What to produce
Return every entry in full, with no alterations.

(Stored data entries)
-*-

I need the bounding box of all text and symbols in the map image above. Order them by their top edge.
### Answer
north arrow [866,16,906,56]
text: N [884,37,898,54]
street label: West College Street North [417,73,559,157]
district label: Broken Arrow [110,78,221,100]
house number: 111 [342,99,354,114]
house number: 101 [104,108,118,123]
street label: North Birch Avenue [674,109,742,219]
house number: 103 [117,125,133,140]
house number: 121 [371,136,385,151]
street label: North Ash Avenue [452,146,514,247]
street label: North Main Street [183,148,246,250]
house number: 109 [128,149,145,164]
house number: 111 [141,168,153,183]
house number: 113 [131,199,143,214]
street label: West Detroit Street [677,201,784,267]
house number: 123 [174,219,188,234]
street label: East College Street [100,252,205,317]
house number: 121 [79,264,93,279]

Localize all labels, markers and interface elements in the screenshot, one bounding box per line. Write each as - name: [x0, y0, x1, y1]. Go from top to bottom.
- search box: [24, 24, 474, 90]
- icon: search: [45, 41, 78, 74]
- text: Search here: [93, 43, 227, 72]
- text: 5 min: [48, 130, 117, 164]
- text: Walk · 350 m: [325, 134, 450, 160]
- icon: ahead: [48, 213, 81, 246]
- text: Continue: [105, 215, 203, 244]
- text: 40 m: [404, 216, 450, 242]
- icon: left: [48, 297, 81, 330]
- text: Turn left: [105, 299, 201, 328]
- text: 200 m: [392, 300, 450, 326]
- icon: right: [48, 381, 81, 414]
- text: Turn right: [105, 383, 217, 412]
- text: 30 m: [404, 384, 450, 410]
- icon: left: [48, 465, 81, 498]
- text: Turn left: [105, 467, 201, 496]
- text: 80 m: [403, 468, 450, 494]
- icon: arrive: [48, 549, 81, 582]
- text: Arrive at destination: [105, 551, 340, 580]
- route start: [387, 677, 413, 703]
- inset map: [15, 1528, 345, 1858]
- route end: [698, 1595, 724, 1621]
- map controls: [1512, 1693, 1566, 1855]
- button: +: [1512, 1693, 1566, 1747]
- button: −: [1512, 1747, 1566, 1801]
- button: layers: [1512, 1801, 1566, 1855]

-*-

Expected answer
I need the bounding box of all text and symbols in the map image above. Order them by their top edge.
### Answer
north arrow [866,16,906,56]
text: N [884,37,898,54]
street label: West College Street North [417,73,559,157]
district label: Broken Arrow [110,78,221,100]
house number: 111 [342,99,354,114]
house number: 101 [104,108,118,123]
street label: North Birch Avenue [674,109,742,219]
house number: 103 [117,125,133,140]
house number: 121 [371,136,385,151]
street label: North Ash Avenue [452,146,514,247]
street label: North Main Street [183,148,246,250]
house number: 109 [128,149,145,164]
house number: 111 [141,168,153,183]
house number: 113 [131,199,143,214]
street label: West Detroit Street [677,201,784,267]
house number: 123 [174,219,188,234]
street label: East College Street [100,252,205,317]
house number: 121 [79,264,93,279]

Localize all labels, markers and interface elements in the screenshot, one bounding box per line. Write each as - name: [x0, y0, x1, y1]. Go from top to bottom.
- search box: [24, 24, 474, 90]
- icon: search: [45, 41, 78, 74]
- text: Search here: [93, 43, 227, 72]
- text: 5 min: [48, 130, 117, 164]
- text: Walk · 350 m: [325, 134, 450, 160]
- icon: ahead: [48, 213, 81, 246]
- text: Continue: [105, 215, 203, 244]
- text: 40 m: [404, 216, 450, 242]
- icon: left: [48, 297, 81, 330]
- text: Turn left: [105, 299, 201, 328]
- text: 200 m: [392, 300, 450, 326]
- icon: right: [48, 381, 81, 414]
- text: Turn right: [105, 383, 217, 412]
- text: 30 m: [404, 384, 450, 410]
- icon: left: [48, 465, 81, 498]
- text: Turn left: [105, 467, 201, 496]
- text: 80 m: [403, 468, 450, 494]
- icon: arrive: [48, 549, 81, 582]
- text: Arrive at destination: [105, 551, 340, 580]
- route start: [387, 677, 413, 703]
- inset map: [15, 1528, 345, 1858]
- route end: [698, 1595, 724, 1621]
- map controls: [1512, 1693, 1566, 1855]
- button: +: [1512, 1693, 1566, 1747]
- button: −: [1512, 1747, 1566, 1801]
- button: layers: [1512, 1801, 1566, 1855]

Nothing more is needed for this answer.